Saturday, June 14, 2025

A Summer Saturday in Oslo

I arrived in Norway midday on Saturday after not much sleep from Pittsburgh to Reykjavik and a longer than expected flight to Oslo (2.5-3 hours). I hadn't bought lunch on the plane and didn't want to use international data on my phone yet, so I stopped at a food court to eat and use the internet to get directions to the "aparthotel" where my travel buddy and I would spend the night before embarking on our "Norway in a Nutshell" trip across the country (here's the official, trademarked version). I knew enough not to spring for the "fast" train from the airport to the main train station, because it's not to much faster, although it did take me two tries to find the correct platform.
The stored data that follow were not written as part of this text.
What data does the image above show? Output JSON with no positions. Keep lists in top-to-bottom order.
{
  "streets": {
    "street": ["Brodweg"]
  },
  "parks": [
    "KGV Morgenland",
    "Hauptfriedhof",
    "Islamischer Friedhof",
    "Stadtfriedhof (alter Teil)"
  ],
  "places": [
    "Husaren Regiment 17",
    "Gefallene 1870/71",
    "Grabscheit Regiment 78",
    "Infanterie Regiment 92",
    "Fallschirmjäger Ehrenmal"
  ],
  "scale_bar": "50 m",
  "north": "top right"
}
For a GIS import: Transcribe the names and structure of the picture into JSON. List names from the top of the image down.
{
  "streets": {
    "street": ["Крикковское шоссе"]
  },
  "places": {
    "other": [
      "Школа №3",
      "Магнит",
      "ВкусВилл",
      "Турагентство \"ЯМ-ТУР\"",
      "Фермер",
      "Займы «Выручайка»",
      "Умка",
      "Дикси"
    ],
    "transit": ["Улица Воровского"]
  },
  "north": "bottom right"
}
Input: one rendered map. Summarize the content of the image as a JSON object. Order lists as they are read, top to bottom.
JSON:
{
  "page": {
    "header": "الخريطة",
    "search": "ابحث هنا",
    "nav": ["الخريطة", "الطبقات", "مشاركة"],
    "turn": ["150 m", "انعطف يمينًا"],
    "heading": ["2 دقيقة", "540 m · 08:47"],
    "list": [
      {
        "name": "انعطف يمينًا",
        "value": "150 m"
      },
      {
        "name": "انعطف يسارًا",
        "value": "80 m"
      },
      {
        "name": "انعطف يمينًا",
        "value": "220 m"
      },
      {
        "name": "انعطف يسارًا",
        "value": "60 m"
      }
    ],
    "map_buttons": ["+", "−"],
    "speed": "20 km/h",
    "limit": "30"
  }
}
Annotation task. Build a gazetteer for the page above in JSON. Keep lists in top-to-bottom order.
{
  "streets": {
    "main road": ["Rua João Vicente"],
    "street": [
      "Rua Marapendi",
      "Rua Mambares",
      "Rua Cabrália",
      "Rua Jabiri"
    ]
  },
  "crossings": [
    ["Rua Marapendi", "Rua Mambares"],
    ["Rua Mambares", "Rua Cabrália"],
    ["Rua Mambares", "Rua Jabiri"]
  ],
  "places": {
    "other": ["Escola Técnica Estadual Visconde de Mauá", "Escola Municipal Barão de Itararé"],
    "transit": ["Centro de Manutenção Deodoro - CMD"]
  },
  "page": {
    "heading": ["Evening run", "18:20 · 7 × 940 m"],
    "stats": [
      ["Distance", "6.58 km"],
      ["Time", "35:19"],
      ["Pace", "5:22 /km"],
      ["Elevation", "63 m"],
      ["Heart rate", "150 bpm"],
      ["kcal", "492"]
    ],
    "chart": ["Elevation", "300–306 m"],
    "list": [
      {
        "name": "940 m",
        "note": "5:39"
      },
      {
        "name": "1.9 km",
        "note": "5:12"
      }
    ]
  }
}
Unfortunately, I misread R.E.'s directions and walked out of the wrong train station door, directly into a bustling street market on a warm and sunny June day. After consulting the paper map I had picked up at the airport and a large street map at a metro stop, I finally figured out I was headed 90 degrees in the wrong direction. I made a right turn and walked toward the hotel, stopping once under a shade tree to listen to a busker outside a restaurant and finish the chapter I had been reading on the airplane. We arrived at almost the same time, showered, regrouped, and headed out for grocery shopping.


The neighborhood near the main train station where we stayed is an immigrant one, full of curry shops and Turkish groceries. We hydrated with ayran (a salted milk drink) while gathering (gluten-free) provisions for breakfast, lunch, and snacks. We decided we weren't up to a partaking of Oslo fine-dining scene, so we used a tip for the best falafel in Oslo (pictured). What we ate while sitting on a bench in a pretty little stream-side park was good, but the hot ones the shopkeeper brought out while we waited were even better!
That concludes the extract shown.